Der Bereich „Special Projects“ bietet nicht nur künstlerische Einzelpräsentationen, sondern auch neue Vermittlungsmodelle. Zu ihnen gehört die Zak | Branicka Foundation. Die ehemalige Berliner Galerie befindet sich in der Transformation.

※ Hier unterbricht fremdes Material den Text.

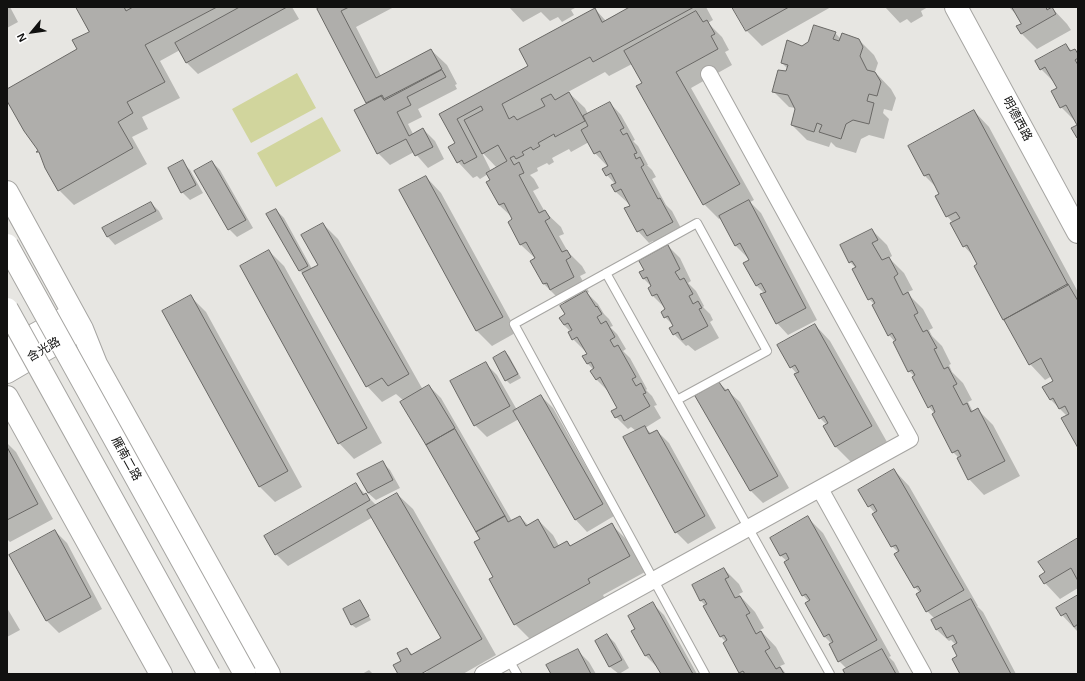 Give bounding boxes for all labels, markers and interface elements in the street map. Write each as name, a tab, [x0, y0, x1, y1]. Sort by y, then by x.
north arrow	[12, 12, 52, 52]
text: N	[14, 31, 29, 44]
street label: 明德西路	[999, 94, 1035, 144]
street label: 含光路	[25, 335, 63, 365]
street label: 雁南二路	[108, 435, 144, 483]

Als kleiner Player könne sie sich nicht parallel um die Pflege der ihr anvertrauten Nachlässe und junge Künstler kümmern. Für ein erfolgreiches Galeriegeschäft müsste sie expandieren, erklärt Asia Zak. Und sich damit auf ein Terrain begeben, das zunehmend vom kapitaldarwinistischen Prinzip des „grow or die“ geprägt sei.

Das alles heißt nicht, dass Berlin kein guter Ort für den Kunsthandel ist. Klaus Benden aus Köln verkaufte gleich anfangs einen Siebdruck von Andy Warhol mit einem Porträt aus Diamantstaub für 180.000 Euro an einen südwestdeutschen Sammler. Ruttkowski aus Köln und Berlin meldet sogar einen ausverkauften Stand. Und die Zusammenarbeit mit der Baseler Kunstmesse Liste beim Videoprogramm „Joinery“ oder der experimentelle Salon mit nomadischen Vermittlungsmodellen wie Office Impart aus Berlin und The Performance Agency zeugen am Rand der Art Berlin von einer Innovationsbereitschaft, die hoffen lässt.